With eight people recently hospitalised in NSW due to wild mushroom poisoning, the Food Safety Information Council today warned people not to pick or eat any wild mushrooms as wild mushrooms start to appear in southern and western Australia.
Cathy Moir, Council Chair, said that foraging for wild food is becoming a popular activity but gathering wild mushrooms can be a life-threatening risk.
‘While this latest spate of wild mushroom poisonings weren’t from deathcap mushrooms be aware that the poison in one deathcap mushroom, if eaten, is enough to kill a healthy adult. In the past 16 years, four people have died after eating deathcap mushrooms found in the ACT. In 2012 two people died after eating the deadly mushrooms at a New Year’s Eve dinner party in Canberra, and in 2014 four people were seriously poisoned.
‘Deathcap mushrooms can appear any time of year but are more common during Autumn a week or two after good rains. They have been found in the Canberra region, in and around Melbourne, in northern Tasmania and in Adelaide. They are not native to Australia and are often found near oak trees growing in warm wet weather. The similar marbled deathcap mushrooms have also been recently found in WA, although they may not be as toxic.
‘Deathcap mushrooms are difficult to distinguish from other wild mushrooms so we recommend you play it safe and only eat mushrooms that you have purchased from the supermarket, greengrocer or other reputable source. People born overseas, especially in Asian countries, should be aware that these deadly mushrooms can look like edible mushrooms that they may have gathered in their home countries.
“The toxin in deathcap mushrooms is not destroyed by peeling, cooking or drying. Symptoms include vomiting, diarrhoea and stomach cramps and often don’t appear until 10 to 16 hours after eating. These symptoms may ease for 2 to 3 days before a terminal phase of 3 to 4 days begins. Without early, effective medical intervention people may go into a coma and die after 2 or 3 weeks of liver and kidney failure.

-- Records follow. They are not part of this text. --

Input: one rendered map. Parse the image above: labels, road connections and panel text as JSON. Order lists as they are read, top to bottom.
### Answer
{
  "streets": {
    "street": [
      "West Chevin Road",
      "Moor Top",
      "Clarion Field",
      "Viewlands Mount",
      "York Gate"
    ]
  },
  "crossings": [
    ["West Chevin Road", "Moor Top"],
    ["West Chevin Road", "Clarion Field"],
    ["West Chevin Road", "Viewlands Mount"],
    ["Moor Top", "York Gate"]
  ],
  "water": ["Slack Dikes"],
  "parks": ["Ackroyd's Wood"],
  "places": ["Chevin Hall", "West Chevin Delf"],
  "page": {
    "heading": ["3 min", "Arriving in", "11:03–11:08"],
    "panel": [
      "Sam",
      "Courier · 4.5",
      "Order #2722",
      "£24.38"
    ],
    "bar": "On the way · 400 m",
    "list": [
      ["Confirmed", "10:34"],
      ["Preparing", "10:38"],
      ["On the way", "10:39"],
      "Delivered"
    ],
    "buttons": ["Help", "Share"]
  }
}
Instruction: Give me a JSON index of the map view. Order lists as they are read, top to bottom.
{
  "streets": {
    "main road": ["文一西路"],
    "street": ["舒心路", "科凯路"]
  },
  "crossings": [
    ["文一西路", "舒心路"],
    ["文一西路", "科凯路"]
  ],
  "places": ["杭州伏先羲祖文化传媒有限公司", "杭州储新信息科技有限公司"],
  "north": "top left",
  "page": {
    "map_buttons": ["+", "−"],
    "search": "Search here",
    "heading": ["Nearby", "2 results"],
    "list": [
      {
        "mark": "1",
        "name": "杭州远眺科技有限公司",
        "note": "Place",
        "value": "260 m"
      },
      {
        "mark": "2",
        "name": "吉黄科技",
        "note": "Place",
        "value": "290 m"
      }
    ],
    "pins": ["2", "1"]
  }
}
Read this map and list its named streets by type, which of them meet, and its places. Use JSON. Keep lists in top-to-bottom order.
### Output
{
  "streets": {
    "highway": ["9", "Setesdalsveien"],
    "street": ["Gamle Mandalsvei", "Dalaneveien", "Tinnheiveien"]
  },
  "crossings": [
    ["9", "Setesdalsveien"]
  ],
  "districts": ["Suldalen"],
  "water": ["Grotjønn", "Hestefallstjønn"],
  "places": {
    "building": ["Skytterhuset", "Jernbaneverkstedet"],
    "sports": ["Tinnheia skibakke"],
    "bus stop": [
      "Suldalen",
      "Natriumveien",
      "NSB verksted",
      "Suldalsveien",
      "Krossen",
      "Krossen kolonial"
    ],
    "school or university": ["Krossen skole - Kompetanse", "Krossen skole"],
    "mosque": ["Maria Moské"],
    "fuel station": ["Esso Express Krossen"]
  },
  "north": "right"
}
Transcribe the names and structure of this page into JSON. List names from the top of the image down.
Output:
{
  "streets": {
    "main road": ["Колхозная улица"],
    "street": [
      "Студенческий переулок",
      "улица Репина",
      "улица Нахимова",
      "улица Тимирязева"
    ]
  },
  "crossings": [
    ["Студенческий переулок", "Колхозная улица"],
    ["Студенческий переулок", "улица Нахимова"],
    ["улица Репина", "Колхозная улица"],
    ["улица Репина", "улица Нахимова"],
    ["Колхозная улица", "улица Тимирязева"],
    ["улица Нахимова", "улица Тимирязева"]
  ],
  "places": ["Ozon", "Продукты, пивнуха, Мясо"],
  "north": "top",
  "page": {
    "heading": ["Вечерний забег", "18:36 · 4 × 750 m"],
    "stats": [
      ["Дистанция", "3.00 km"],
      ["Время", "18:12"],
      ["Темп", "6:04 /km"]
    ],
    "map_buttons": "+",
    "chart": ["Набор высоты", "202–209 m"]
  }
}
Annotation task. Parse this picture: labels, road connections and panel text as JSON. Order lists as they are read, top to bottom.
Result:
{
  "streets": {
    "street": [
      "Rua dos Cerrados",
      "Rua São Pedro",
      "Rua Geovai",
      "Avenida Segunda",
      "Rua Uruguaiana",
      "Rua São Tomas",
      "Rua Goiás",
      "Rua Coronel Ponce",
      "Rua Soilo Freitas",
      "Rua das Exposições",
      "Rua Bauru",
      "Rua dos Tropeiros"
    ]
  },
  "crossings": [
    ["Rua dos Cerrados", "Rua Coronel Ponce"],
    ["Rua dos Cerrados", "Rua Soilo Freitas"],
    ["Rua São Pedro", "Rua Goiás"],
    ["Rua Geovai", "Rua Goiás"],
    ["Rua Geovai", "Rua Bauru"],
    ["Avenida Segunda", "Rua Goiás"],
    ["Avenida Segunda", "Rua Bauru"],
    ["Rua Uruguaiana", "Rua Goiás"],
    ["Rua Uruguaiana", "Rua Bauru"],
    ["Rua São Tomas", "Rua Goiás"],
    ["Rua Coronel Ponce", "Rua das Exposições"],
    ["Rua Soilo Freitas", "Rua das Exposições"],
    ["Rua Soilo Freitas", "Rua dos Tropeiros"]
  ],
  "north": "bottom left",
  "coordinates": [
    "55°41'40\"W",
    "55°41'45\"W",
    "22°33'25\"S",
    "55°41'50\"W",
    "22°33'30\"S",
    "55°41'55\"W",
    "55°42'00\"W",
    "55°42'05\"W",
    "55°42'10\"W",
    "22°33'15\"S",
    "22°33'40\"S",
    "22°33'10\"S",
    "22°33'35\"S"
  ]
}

‘Nine out of ten deaths from mushroom poisoning in Australia result from deathcap mushrooms. However there are other wild mushrooms in Australia that, while not fatal, can make you ill with abdominal pain, vomiting and diarrhoea. These include the yellow stainer which resembles a field mushroom and is the most commonly ingested poisonous mushroom in Victoria. Australian Poisons Information Centres received almost 900 calls about possible wild mushroom poisoning over a recent 12 month period, approximately a third of which were referred to hospital or medical treatment. In NSW during 2018, 70 people were admitted to hospital with poisoning. Almost 40 calls were made to the NSW Poisons Information Centre in the past week.
‘Many reported cases of yellow stainer poisoning are in children under five years of age. As well as never cooking or eating wild mushrooms, remember that small children have a natural inclination to put things in their mouths so keep an eye on them when outdoors at this time of year. Parents, schools and childcare workers should regularly check outdoor areas and gardens for mushrooms and remove them to reduce the risk of accidental poisoning. This will also protect your pets.
‘If you suspect you may have eaten a deathcap mushroom don’t wait for any symptoms to occur but go to a hospital emergency department taking a sample of the mushroom with you if you can. You can also contact the Poisons Information Centre on 13 11 26 (24 hours a day 7 days a week),’ Ms Moir concluded.
Note: Cathy Moir, food microbiologist and Group Leader CSIRO Agriculture and Food, was recently elected Chair of the Food Safety Information Council in March 2019 when former Chair Rachelle Williams retired after 4 years in the position. FSIC members have expressed their appreciation of Rachelle’s achievements during her time as Chair and are pleased that she has agreed to continue as a Director of FSIC and as Company Secretary.